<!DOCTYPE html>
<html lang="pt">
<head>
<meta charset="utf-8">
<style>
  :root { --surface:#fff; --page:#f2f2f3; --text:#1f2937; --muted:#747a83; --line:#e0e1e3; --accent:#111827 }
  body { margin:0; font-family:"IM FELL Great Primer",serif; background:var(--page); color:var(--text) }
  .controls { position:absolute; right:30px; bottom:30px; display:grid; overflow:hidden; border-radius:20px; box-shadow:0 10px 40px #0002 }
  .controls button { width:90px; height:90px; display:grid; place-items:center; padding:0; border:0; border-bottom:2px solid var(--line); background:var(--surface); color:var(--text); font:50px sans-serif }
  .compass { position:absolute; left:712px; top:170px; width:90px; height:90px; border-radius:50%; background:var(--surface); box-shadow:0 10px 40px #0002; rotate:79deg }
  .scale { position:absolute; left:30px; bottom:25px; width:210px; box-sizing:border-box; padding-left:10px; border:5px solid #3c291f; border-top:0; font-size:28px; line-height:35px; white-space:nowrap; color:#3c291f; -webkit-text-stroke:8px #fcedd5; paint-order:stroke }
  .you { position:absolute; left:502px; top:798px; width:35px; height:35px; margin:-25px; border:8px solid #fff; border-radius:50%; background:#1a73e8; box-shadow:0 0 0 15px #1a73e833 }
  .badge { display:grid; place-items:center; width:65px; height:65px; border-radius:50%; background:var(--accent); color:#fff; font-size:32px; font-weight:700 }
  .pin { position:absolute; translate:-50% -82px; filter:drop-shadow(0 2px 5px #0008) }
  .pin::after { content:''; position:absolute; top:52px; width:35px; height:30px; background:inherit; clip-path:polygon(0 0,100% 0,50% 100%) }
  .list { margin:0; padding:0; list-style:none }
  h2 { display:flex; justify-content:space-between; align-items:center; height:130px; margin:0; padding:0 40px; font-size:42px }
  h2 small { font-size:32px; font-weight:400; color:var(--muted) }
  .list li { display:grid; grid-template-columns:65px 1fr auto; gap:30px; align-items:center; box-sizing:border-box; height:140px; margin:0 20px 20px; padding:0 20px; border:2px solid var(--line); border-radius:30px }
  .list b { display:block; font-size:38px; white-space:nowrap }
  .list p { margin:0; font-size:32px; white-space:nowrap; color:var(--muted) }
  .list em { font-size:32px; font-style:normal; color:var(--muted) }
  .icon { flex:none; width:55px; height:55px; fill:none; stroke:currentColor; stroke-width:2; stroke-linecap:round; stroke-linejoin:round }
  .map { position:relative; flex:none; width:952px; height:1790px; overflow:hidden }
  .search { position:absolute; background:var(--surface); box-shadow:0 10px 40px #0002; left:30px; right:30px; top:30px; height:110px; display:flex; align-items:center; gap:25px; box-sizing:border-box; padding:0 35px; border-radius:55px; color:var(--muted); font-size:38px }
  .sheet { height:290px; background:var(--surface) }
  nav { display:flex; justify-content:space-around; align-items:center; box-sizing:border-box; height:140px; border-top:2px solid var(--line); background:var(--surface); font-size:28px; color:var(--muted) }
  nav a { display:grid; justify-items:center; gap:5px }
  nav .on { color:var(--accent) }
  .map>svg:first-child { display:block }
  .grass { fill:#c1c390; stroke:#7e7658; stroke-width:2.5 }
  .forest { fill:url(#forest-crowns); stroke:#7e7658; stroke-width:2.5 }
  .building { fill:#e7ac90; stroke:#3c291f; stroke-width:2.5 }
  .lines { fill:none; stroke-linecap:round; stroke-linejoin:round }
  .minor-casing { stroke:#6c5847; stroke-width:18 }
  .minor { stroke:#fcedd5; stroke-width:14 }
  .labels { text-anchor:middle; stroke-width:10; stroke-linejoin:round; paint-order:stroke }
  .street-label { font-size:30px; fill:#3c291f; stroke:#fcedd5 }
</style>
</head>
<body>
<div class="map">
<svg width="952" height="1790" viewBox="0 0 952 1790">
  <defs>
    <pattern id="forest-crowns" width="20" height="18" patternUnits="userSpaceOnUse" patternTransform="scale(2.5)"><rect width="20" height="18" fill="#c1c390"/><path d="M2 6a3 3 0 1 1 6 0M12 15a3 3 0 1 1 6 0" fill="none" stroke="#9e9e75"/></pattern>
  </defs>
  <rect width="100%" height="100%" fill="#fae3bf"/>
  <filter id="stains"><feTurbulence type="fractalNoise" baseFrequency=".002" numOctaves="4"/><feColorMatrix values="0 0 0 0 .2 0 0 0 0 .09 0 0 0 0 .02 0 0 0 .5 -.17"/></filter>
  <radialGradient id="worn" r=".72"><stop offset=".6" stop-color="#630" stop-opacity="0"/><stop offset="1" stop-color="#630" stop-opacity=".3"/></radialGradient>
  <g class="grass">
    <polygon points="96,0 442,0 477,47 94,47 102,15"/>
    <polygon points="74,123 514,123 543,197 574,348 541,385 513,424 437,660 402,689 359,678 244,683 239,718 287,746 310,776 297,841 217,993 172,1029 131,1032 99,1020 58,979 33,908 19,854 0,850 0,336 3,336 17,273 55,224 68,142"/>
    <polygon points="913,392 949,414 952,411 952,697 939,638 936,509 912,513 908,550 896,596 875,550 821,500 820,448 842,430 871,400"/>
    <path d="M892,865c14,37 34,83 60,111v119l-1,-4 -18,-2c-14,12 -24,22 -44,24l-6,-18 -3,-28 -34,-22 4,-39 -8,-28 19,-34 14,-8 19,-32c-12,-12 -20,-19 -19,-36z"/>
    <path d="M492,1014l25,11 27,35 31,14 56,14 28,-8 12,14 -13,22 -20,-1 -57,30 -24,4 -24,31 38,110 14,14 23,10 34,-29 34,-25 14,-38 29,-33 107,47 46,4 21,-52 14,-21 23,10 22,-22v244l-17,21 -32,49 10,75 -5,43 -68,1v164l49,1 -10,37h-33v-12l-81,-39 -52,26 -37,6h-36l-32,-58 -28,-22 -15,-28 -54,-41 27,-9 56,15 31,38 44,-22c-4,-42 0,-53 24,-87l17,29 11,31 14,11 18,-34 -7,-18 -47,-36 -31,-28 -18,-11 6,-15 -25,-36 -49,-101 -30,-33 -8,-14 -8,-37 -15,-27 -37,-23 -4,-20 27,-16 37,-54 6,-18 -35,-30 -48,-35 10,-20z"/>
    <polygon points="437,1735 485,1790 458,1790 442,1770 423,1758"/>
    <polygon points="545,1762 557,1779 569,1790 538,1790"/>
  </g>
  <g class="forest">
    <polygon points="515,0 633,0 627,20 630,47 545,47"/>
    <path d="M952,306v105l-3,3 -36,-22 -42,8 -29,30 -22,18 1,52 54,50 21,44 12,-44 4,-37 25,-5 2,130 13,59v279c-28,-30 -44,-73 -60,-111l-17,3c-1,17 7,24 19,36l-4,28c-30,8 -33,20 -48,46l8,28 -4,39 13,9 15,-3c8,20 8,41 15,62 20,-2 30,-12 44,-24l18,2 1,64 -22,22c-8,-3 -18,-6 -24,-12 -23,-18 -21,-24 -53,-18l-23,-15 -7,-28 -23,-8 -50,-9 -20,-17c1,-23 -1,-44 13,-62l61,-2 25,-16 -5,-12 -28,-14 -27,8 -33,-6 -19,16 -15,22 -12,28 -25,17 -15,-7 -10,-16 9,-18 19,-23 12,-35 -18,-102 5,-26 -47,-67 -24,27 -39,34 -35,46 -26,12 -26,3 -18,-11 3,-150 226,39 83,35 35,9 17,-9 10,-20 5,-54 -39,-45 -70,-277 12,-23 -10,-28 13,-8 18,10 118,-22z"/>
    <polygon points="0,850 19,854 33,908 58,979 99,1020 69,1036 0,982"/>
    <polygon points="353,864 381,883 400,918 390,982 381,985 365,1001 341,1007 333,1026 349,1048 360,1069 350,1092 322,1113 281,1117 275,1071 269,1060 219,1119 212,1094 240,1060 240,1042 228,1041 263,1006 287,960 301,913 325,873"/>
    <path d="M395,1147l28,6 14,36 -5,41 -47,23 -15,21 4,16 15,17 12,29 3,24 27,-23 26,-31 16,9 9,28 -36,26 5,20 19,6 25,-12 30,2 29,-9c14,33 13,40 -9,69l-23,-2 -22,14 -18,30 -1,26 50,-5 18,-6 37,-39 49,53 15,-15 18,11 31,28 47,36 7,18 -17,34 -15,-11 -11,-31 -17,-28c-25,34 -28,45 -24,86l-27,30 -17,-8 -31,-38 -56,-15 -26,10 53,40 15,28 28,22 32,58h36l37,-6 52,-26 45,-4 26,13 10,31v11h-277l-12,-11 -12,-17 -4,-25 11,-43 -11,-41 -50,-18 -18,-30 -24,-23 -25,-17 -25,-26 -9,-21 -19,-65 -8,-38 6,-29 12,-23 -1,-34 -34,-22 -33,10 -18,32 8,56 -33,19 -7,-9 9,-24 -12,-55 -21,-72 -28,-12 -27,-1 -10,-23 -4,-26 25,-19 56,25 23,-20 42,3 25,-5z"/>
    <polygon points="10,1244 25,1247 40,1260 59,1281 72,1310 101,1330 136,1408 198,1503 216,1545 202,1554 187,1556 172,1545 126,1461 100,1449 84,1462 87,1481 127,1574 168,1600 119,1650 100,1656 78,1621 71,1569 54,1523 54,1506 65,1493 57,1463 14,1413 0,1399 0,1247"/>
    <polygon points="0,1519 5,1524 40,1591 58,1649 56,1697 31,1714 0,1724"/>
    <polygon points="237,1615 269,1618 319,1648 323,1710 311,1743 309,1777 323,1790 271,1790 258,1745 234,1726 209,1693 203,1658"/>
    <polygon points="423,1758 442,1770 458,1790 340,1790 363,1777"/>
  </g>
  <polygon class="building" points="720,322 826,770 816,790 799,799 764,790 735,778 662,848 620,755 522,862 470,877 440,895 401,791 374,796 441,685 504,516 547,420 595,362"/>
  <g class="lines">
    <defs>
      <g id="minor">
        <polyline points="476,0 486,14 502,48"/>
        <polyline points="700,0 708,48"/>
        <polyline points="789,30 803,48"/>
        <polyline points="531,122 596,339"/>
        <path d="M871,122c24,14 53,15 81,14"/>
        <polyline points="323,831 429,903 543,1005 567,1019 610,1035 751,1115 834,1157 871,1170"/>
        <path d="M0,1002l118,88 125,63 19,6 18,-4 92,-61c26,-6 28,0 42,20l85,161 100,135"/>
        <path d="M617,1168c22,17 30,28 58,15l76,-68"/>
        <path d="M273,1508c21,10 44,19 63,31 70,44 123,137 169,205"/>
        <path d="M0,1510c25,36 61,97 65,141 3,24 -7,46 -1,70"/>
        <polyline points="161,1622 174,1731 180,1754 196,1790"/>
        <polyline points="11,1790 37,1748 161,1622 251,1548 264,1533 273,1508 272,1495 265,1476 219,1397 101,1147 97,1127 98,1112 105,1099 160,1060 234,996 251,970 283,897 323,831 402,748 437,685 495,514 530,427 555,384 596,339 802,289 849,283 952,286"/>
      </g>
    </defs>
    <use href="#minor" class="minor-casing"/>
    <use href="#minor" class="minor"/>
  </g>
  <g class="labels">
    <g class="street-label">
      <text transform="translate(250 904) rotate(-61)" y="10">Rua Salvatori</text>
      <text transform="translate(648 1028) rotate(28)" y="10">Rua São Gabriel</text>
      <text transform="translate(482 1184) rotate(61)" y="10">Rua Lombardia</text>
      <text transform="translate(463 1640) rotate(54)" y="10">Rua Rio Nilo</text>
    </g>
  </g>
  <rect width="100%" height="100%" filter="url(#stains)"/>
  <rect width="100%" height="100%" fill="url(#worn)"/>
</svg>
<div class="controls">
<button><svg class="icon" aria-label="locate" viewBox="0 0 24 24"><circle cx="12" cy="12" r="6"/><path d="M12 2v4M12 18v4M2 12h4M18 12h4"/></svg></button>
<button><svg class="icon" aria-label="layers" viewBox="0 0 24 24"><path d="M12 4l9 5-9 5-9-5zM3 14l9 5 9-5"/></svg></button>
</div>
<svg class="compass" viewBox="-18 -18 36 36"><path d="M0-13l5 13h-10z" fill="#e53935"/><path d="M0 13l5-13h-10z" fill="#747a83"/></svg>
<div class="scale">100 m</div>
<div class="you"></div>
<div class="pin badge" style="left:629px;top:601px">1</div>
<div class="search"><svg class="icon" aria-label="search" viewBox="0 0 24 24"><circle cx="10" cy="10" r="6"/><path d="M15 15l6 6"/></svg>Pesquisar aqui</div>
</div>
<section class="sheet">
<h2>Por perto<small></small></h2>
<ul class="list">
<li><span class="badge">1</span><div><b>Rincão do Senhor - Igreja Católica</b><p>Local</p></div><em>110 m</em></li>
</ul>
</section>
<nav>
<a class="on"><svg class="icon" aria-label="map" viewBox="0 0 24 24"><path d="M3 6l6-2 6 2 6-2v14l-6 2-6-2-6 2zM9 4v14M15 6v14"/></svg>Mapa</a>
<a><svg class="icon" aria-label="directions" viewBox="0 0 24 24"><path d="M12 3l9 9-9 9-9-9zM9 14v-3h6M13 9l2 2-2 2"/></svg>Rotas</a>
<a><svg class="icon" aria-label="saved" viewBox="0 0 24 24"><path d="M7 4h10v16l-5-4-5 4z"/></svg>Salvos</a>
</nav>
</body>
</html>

____

Aim of the exercise>
In the listing above, please copy exactly the lines from the first through the one that contains "position:absolute; left:712px; top:170px;", and no others.

Output below>
<!DOCTYPE html>
<html lang="pt">
<head>
<meta charset="utf-8">
<style>
  :root { --surface:#fff; --page:#f2f2f3; --text:#1f2937; --muted:#747a83; --line:#e0e1e3; --accent:#111827 }
  body { margin:0; font-family:"IM FELL Great Primer",serif; background:var(--page); color:var(--text) }
  .controls { position:absolute; right:30px; bottom:30px; display:grid; overflow:hidden; border-radius:20px; box-shadow:0 10px 40px #0002 }
  .controls button { width:90px; height:90px; display:grid; place-items:center; padding:0; border:0; border-bottom:2px solid var(--line); background:var(--surface); color:var(--text); font:50px sans-serif }
  .compass { position:absolute; left:712px; top:170px; width:90px; height:90px; border-radius:50%; background:var(--surface); box-shadow:0 10px 40px #0002; rotate:79deg }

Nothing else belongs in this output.